PostgreSQL REVOKE Statement

PostgreSQL

Summary: in this tutorial, you will learn about the PostgreSQL REVOKE statement to remove privileges from a role.

Introduction to the PostgreSQL REVOKE statement

The REVOKE statement revokes previously granted privileges on database objects from a role.

The following shows the syntax of the REVOKE statement that revokes privileges on one or more tables from a role:

REVOKE privilege | ALL
ON TABLE table_name |  ALL TABLES IN SCHEMA schema_name
FROM role_name;

In this syntax:

  • First, specify the one or more privileges that you want to revoke.
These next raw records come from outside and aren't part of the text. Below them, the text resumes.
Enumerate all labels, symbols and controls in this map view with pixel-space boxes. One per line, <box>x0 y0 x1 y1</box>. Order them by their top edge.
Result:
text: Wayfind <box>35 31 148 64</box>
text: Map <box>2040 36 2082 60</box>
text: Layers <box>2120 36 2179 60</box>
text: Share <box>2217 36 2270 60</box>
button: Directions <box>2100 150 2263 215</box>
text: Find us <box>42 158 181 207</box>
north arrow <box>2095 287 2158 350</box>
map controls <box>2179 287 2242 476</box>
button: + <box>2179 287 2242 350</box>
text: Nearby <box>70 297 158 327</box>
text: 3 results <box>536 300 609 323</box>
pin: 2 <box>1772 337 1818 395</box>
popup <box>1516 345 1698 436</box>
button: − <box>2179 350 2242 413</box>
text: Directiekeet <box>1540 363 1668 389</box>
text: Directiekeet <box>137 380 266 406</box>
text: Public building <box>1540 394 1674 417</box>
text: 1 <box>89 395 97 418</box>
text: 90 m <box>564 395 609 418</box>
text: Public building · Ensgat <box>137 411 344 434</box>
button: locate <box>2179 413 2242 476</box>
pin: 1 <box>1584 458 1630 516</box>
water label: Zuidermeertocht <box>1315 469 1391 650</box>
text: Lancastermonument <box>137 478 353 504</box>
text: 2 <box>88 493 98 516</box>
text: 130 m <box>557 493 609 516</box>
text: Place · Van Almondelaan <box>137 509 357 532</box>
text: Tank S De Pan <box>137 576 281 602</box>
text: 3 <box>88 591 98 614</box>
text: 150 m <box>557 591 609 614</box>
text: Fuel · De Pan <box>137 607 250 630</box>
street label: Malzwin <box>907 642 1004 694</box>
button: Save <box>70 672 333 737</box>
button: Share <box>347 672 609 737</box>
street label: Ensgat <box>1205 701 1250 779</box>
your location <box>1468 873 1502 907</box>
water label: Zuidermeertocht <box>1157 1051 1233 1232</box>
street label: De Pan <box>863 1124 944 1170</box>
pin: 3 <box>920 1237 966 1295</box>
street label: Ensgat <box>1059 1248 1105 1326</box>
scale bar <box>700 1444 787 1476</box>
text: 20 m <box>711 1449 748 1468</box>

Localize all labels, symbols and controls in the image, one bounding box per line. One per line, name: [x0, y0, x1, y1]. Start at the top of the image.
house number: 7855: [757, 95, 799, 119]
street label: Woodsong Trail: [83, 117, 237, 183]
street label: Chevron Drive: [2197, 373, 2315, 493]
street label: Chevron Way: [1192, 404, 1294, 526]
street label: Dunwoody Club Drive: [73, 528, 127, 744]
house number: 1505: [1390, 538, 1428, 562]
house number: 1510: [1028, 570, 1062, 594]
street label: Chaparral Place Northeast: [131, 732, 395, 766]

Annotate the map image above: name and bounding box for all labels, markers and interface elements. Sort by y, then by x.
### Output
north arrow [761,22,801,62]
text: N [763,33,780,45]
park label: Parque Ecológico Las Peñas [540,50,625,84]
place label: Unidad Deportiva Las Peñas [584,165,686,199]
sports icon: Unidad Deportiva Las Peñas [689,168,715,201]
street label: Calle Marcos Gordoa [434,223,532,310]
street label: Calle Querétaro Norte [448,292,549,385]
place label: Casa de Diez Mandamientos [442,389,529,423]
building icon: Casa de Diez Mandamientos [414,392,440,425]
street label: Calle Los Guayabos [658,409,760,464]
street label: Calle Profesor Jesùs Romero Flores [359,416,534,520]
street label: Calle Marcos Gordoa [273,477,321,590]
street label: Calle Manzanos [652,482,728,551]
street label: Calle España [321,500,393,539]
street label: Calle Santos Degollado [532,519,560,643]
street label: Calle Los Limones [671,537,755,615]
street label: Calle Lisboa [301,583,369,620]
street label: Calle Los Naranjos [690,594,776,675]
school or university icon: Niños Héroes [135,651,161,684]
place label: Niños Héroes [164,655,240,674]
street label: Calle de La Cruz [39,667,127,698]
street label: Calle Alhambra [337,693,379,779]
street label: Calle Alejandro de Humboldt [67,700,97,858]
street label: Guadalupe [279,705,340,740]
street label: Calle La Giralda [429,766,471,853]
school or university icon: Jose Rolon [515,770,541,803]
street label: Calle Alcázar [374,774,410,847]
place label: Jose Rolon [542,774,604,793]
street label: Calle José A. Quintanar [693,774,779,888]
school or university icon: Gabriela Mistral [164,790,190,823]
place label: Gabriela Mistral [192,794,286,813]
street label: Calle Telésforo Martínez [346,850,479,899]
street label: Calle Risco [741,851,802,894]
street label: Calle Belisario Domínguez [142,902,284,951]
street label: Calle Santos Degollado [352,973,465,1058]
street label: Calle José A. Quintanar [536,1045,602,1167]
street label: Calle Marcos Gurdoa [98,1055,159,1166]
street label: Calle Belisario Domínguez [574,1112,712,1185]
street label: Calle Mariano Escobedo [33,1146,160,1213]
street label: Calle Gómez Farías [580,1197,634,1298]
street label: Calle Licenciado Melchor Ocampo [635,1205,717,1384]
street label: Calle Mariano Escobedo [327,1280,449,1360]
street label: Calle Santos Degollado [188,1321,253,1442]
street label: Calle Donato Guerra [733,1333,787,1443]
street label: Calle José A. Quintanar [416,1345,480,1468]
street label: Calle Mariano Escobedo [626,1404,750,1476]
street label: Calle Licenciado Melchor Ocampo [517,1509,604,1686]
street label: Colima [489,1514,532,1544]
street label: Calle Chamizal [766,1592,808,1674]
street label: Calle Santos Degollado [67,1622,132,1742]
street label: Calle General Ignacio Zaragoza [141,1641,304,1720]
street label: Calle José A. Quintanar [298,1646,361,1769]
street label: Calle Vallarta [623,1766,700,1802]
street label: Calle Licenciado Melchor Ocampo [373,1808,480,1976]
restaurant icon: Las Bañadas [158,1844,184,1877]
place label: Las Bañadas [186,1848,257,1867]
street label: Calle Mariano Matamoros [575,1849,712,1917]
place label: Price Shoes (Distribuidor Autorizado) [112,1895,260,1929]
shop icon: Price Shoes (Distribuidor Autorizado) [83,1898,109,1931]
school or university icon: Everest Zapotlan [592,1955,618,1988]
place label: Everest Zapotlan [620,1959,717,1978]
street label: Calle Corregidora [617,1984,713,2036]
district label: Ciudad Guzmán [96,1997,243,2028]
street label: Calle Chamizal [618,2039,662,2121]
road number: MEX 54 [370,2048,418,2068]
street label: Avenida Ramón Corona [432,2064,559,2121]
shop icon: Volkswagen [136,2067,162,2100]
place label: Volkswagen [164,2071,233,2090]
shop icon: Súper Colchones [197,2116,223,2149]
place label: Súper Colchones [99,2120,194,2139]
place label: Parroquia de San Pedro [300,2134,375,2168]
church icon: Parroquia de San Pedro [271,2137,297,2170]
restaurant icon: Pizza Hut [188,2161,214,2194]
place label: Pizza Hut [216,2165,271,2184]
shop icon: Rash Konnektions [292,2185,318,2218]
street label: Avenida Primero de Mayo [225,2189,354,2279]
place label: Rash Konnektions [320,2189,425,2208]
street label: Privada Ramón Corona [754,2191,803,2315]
You use the ALL option to revoke all privileges.
  • Second, specify the name of the table after the ON keyword. You use the ALL TABLES to revoke specified privileges from all tables in a schema.
  • Third, specify the name of the role from which you want to revoke privileges.

PostgreSQL REVOKE statement example

Let’s take an example of using the REVOKE statement.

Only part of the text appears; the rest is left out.